А Петр святой ему в ответ:
«В раю для конных места нет!
По раю ходят лишь пешком
И даже плачут шепотком!»

    Затем Василий, будто бы утомясь, присел на большой камень. Камень этот лежал почти у самого забора, в густой тени. Василий посидел минут пять, прислушиваясь, не бродит ли кто-либо поблизости, а затем поднялся, легко перепрыгнул через забор в сад. Осторожно прокрался к дому, схватившись за опору балкона, подтянулся и перебросил через перила ногу. В доме было тихо, но в дальних окнах горел свет. Дверь, ведущая с балкона в комнату, была заперта. Но решительный поэт ножом открыл форточку, просунул в нее руку и отодвинул шпингалет. Дверь распахнулась. Василий тихо закрыл ее за собой, нащупал кресло и сел в него.
    Где-то были слышны голоса и шаги. Но постепенно все утихло. Василий не знал, сколько просидел в темноте. Может быть, не меньше получаса. День был тяжелый и суетный. Василий устал. Ноги ныли. Стучала кровь в висках. Клонило ко сну. Но уснуть здесь, сейчас — это было бы совершенно некстати. Василий заставил себя подняться и подвинуть кресло к окну. Затем, подперев щеку рукой, стал глядеть на угомонившийся, темный и уже спящий город. Огни светились лишь на нескольких башнях, на центральной площади, у ратуши, и у двух пешеходных калиток. Звезд не было. А темнота казалась такой густой и плотной, что хоть ножом ее режь на кирпичи и строй из них дом. Собственно, почему обычный дом? Правильнее — дворец. И назвать его следовало бы дворцом Тьмы. И в таком дворце, конечно же, нашлось бы место царице Ночи, женщине красивой, но слишком уж гордой и жестокой. Она по своему усмотрению насылала бы тьму на целые страны и города. И тогда в одних местах все время светило бы солнце, а в других — постоянно господствовала бы ночь… Ну да, он опять начал фантазировать, как десятилетний мальчишка. Когда же он избавится от этой странной особенности, которой взрослым людям подобает стесняться?
    Дверь скрипнула, блик света упал на лицо Василия. Вошла панна Мария со свечой.
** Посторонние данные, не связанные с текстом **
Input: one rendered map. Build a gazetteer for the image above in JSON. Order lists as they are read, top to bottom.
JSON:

    — А, это ты? — сказала она так буднично, словно в появлении Василия в такую позднюю пору в ее будуаре не было ничего необычного. — Что-то случилось?
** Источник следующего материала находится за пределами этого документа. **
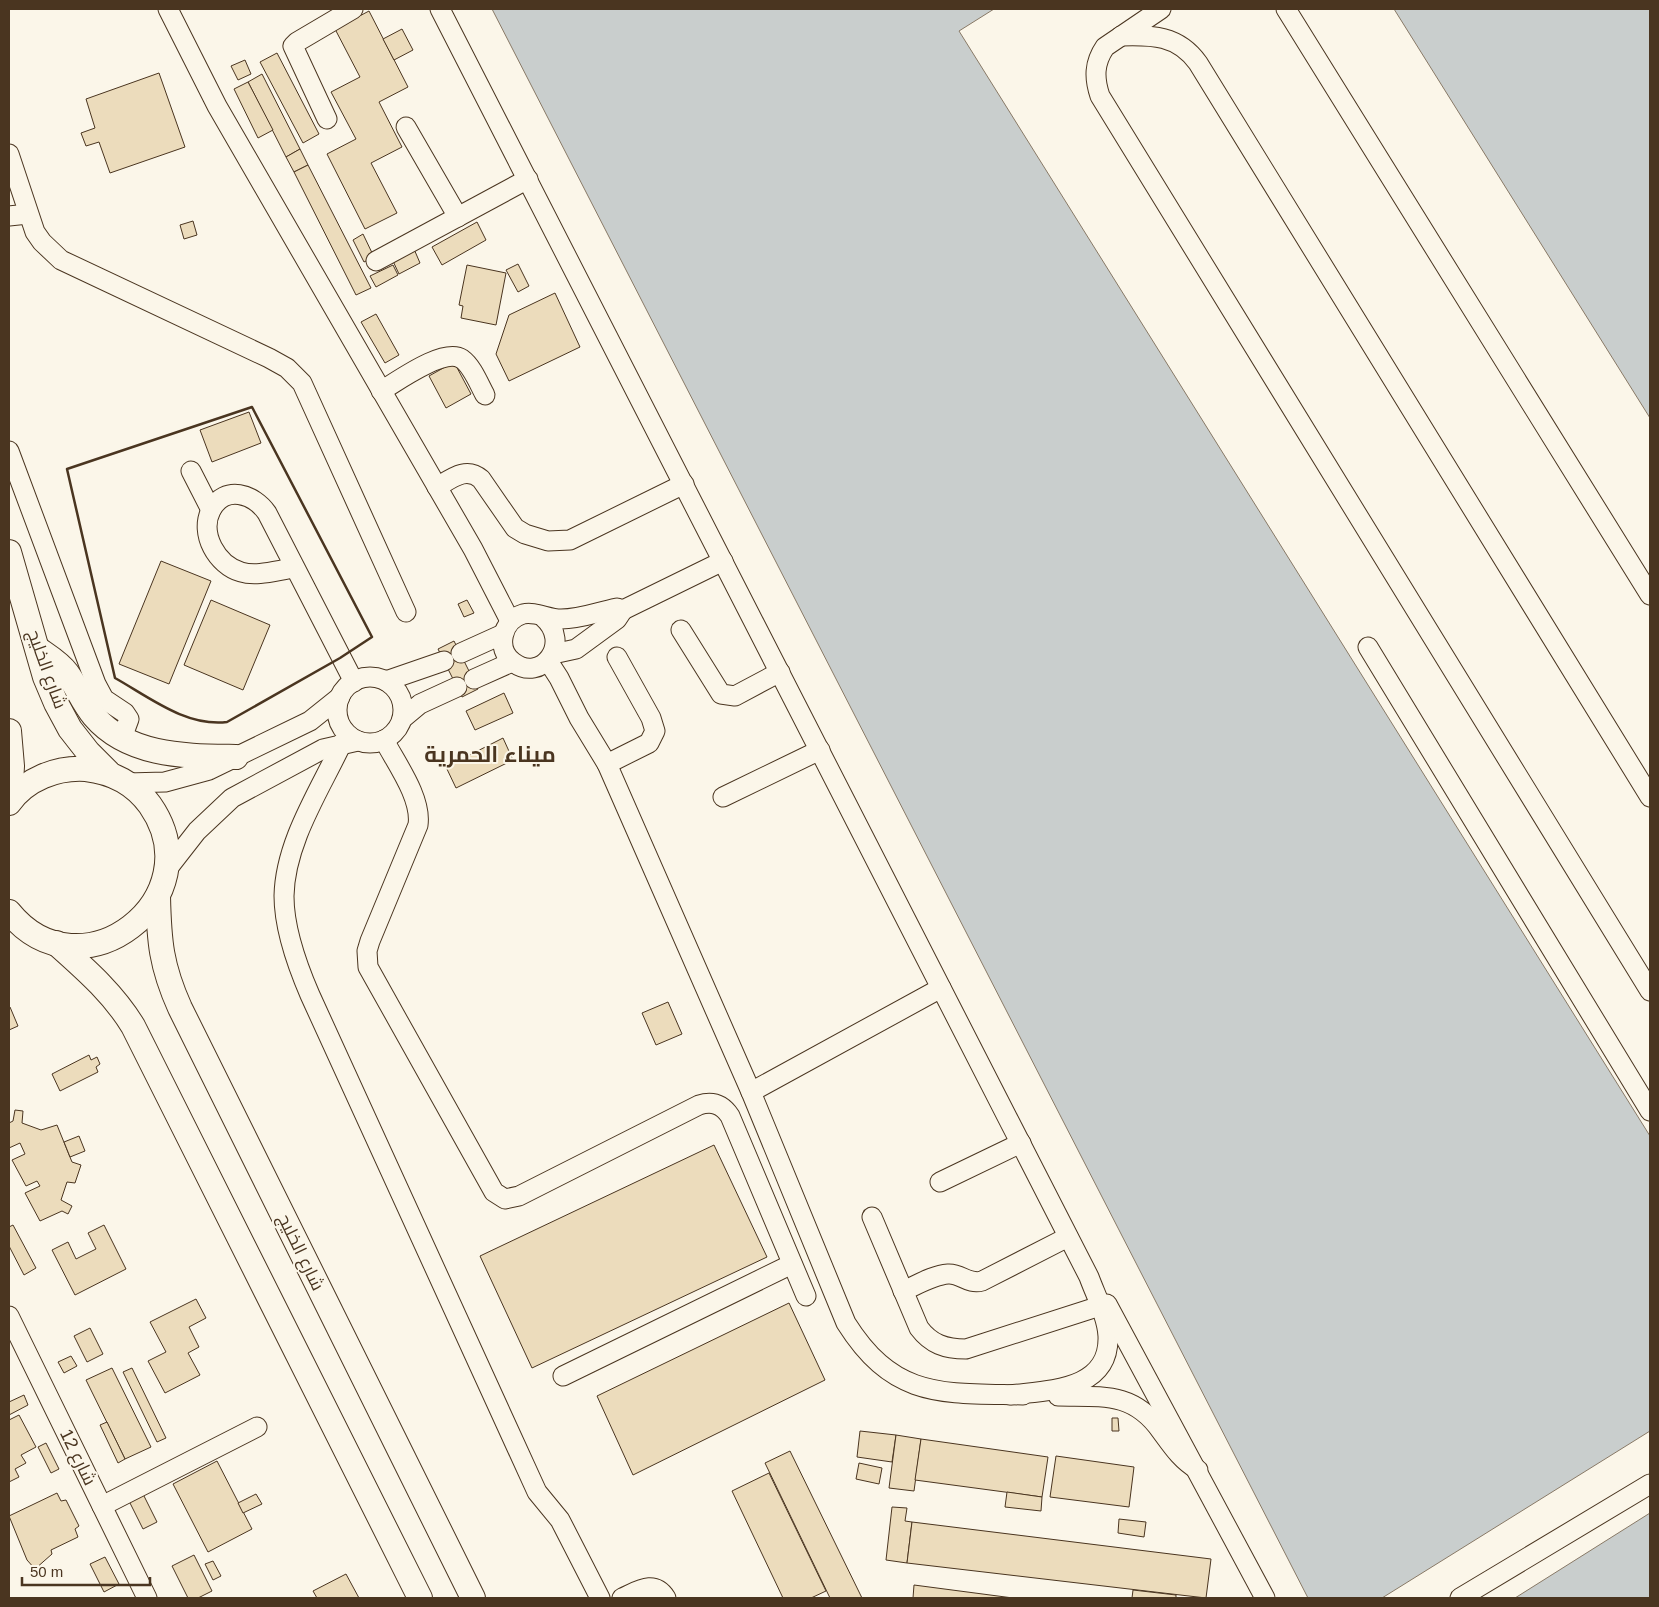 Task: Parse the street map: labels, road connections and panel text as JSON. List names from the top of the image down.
{
  "streets": {
    "main road": ["شارع الخليج"],
    "street": ["شارع 12"]
  },
  "districts": ["ميناء الحمرية"],
  "scale_bar": "50 m"
}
    — Да, случилось! — сказал Василий, поднимаясь с кресел. — У тебя мокрые волосы… Почему?
    — Но это так просто. Я всегда умываюсь перед сном.
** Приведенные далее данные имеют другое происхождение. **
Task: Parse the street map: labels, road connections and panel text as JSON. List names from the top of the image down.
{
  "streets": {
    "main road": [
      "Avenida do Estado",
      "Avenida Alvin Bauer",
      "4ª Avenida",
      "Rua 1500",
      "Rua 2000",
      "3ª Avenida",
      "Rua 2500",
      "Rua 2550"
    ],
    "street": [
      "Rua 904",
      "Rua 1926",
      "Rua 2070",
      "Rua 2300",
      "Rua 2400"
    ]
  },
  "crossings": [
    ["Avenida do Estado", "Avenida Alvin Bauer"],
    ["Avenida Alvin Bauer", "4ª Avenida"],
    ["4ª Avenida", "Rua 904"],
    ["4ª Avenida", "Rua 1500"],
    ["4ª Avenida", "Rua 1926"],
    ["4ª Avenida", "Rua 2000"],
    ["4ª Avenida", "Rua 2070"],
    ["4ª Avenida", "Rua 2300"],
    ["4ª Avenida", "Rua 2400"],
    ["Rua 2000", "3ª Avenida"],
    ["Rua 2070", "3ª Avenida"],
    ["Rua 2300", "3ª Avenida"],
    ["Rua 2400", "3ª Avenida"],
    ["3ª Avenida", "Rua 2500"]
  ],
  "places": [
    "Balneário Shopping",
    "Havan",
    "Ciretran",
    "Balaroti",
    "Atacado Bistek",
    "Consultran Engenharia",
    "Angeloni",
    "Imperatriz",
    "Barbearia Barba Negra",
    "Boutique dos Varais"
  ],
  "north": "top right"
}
    — А заодно смываешь с лица грим?
    — Я не пользуюсь даже обычными румянами. Почему ты появился здесь так поздно? Тебя видели?
    — Кто бы стал за мной следить? Разве что твой Лянскоронский.
    — Положим, Лянскоронскому это ни к чему. То, что ты здесь бываешь, для него не секрет. Я говорю о другом. В последние дни вокруг дома бродит странного вида человек с повязкой через лоб.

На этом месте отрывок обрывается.